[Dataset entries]

::::::::

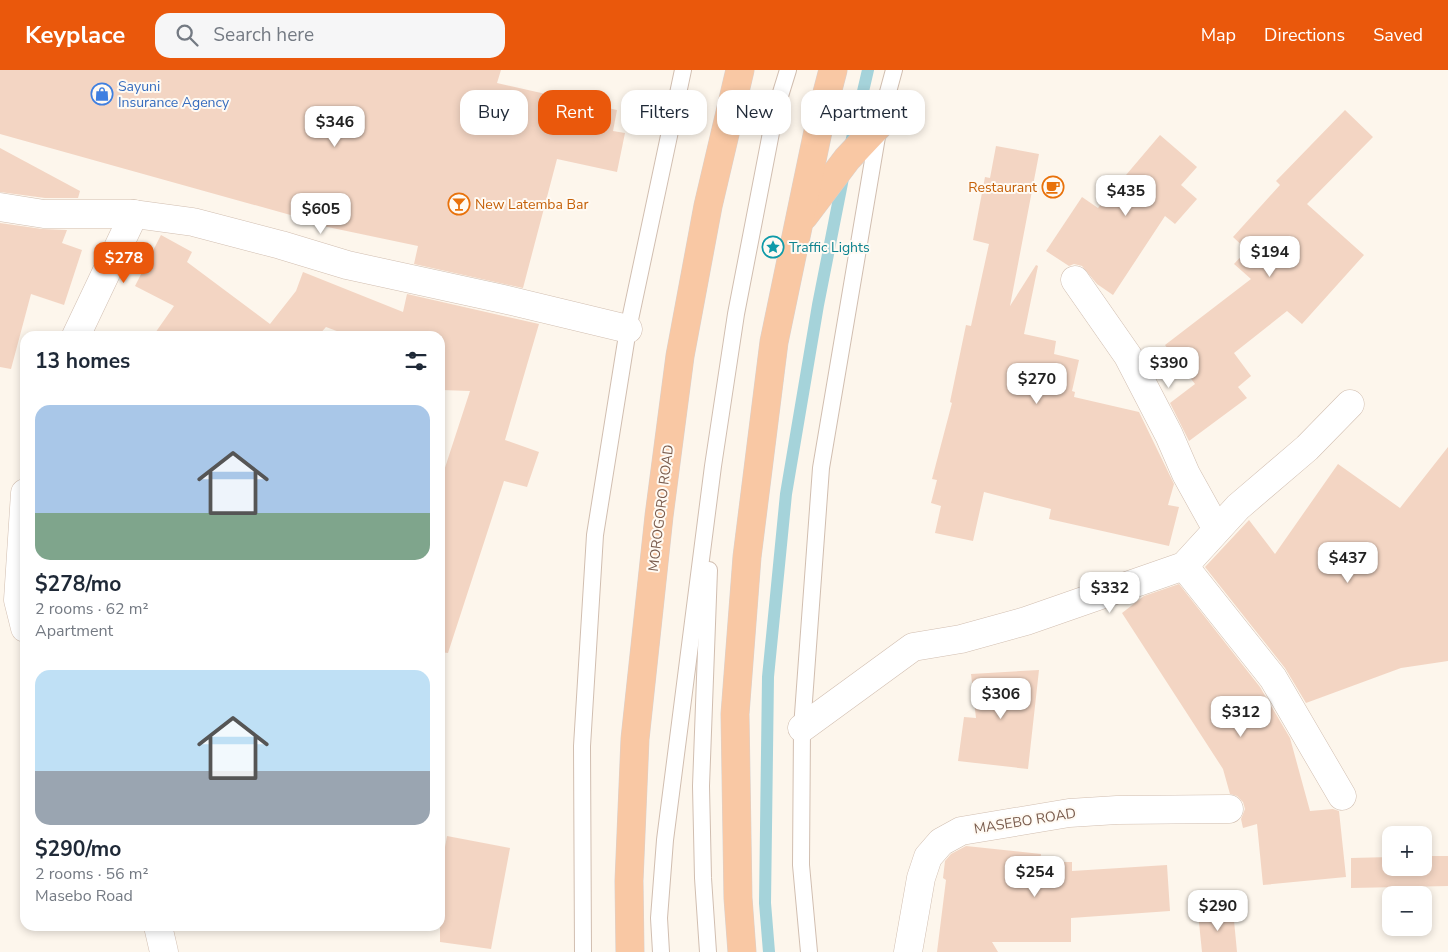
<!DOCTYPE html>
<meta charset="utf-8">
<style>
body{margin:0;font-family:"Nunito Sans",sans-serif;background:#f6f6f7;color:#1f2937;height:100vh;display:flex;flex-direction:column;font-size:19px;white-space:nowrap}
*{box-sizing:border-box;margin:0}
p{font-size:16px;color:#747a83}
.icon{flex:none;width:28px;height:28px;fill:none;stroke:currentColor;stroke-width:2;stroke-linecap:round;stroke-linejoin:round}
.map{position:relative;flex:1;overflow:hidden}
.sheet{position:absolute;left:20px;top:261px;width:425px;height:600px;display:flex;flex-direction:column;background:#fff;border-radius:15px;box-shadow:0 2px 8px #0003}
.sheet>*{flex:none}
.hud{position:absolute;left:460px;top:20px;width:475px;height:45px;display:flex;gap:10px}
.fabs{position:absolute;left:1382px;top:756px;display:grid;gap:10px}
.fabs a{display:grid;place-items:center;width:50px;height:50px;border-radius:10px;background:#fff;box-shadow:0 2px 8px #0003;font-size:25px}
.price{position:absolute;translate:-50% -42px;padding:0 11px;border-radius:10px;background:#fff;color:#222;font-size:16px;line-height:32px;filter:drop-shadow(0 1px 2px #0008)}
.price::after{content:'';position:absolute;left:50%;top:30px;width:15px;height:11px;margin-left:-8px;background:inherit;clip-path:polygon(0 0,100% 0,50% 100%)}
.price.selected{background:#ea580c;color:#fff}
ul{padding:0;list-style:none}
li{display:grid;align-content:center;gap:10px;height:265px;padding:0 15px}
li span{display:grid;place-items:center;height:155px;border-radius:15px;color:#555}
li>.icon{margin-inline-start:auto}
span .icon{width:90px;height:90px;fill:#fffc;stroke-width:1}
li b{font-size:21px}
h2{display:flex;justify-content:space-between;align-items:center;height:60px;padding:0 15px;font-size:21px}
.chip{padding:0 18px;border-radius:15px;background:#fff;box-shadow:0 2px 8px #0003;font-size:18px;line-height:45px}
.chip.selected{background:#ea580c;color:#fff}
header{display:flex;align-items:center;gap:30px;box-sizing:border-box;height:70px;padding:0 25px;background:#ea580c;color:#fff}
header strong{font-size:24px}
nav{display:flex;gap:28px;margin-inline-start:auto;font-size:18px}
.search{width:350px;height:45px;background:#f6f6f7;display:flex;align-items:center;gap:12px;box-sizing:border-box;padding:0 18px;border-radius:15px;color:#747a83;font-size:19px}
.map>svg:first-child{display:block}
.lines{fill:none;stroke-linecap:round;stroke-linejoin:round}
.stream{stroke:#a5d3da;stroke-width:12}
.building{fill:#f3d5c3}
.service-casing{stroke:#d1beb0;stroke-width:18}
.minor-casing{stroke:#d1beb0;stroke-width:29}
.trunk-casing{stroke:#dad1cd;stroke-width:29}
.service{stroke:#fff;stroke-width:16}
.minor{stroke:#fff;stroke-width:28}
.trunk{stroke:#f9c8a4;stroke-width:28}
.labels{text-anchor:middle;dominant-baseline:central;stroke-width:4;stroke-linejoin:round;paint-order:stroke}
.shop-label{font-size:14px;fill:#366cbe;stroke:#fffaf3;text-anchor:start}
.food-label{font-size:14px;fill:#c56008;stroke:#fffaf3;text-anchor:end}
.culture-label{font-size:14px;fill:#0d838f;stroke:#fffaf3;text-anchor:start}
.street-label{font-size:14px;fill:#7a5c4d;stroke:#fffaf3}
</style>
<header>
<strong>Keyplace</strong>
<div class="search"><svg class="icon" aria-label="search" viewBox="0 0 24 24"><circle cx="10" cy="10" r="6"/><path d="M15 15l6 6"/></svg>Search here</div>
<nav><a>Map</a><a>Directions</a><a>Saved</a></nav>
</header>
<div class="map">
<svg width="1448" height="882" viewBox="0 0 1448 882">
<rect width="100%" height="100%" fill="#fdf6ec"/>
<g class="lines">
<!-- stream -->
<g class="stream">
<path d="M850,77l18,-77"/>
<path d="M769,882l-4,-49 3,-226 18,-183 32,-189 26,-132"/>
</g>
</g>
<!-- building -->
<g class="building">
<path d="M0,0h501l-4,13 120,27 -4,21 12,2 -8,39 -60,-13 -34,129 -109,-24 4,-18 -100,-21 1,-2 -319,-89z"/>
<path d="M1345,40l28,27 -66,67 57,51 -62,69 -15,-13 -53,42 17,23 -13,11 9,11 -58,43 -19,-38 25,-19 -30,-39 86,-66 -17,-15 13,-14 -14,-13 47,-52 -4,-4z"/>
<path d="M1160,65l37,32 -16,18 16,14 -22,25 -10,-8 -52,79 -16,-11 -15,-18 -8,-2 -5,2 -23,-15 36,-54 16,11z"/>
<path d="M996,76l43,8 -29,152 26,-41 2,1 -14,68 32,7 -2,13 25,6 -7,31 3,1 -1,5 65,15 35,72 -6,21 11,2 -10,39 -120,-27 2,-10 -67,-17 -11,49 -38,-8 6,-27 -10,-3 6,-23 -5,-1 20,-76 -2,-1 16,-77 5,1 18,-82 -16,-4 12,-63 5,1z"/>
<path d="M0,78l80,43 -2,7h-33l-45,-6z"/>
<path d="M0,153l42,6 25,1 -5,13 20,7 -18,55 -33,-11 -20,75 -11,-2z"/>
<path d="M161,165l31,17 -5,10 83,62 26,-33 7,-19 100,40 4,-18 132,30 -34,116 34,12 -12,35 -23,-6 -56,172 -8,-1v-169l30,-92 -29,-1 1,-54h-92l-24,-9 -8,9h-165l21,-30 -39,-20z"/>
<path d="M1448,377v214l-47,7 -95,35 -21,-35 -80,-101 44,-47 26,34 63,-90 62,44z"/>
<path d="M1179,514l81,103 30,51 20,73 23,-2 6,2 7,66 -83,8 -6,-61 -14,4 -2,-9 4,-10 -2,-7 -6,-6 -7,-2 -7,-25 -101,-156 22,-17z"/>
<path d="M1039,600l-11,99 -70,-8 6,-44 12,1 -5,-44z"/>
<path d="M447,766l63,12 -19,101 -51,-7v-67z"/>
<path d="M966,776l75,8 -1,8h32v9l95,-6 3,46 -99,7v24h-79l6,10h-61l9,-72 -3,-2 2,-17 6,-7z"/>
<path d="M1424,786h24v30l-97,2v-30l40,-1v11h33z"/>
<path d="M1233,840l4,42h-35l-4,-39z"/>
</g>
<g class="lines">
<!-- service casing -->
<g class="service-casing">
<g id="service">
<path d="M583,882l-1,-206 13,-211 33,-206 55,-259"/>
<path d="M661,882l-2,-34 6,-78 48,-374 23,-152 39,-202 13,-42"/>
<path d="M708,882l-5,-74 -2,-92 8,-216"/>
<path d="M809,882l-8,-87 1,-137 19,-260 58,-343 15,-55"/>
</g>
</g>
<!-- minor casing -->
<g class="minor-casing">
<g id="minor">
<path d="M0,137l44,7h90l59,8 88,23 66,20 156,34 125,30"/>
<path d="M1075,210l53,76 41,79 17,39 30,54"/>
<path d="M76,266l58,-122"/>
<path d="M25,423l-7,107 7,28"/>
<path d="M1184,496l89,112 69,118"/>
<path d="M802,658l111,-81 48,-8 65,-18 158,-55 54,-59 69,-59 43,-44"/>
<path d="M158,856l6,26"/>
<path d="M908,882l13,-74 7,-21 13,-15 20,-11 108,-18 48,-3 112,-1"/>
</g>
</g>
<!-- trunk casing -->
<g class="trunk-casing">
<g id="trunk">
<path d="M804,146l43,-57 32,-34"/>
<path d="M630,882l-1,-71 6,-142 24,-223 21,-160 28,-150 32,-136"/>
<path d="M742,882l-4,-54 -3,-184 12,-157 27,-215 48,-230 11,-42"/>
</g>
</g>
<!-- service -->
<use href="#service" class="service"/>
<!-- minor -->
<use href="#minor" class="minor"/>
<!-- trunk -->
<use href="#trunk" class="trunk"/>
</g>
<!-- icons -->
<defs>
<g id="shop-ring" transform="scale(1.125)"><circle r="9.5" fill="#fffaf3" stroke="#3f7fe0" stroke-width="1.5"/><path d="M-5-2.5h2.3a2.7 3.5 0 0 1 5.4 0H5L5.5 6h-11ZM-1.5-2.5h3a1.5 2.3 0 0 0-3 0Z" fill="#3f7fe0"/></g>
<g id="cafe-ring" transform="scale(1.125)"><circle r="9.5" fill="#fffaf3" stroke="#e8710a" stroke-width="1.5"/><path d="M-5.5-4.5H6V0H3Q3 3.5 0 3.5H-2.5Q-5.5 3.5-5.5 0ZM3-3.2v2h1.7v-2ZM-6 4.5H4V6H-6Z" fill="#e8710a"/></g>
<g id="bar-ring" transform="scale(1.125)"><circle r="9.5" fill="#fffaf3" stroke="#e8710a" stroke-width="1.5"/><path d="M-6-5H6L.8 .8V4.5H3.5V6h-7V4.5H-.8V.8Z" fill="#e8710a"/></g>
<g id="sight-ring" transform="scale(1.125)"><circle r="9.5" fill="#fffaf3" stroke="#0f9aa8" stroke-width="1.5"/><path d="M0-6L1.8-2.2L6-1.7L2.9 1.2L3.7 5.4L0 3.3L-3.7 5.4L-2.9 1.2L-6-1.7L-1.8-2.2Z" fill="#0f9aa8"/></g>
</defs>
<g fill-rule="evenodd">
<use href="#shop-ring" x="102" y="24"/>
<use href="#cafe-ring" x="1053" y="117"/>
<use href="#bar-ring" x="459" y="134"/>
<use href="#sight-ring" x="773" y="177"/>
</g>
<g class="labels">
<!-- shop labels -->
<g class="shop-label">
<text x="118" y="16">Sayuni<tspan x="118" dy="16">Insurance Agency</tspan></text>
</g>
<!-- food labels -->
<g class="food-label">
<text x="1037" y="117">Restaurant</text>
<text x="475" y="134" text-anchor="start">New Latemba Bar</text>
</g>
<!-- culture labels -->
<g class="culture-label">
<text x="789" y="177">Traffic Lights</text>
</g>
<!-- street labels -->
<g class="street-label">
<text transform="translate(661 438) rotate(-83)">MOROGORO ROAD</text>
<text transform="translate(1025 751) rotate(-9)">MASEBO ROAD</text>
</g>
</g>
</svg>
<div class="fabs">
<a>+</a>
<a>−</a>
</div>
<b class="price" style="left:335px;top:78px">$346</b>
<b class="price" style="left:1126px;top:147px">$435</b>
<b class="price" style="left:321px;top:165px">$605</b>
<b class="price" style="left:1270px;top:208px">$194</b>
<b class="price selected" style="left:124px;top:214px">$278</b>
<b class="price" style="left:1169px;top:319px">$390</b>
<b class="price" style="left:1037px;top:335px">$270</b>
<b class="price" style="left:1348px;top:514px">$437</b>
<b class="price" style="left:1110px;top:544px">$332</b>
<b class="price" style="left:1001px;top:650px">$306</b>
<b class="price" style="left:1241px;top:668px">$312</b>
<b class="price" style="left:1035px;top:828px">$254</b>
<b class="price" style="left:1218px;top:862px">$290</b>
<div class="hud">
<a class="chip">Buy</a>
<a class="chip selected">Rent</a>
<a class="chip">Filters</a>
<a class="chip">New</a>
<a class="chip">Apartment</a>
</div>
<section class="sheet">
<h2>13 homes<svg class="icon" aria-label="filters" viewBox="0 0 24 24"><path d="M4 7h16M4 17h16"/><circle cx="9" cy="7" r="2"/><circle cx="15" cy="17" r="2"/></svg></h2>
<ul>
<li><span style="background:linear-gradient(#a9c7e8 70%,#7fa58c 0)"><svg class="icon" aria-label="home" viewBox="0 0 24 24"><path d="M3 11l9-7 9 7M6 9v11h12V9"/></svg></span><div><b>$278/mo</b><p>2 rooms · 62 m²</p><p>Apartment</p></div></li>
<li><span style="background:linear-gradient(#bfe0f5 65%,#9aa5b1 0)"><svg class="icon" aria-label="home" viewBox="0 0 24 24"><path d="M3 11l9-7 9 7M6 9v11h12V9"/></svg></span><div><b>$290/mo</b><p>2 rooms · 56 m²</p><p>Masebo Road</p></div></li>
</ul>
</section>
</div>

::::::::

* _Activity_
Find the word "fabs" in the entries and show each line where it is found.

* _Response area_
.fabs{position:absolute;left:1382px;top:756px;display:grid;gap:10px}
.fabs a{display:grid;place-items:center;width:50px;height:50px;border-radius:10px;background:#fff;box-shadow:0 2px 8px #0003;font-size:25px}
<div class="fabs">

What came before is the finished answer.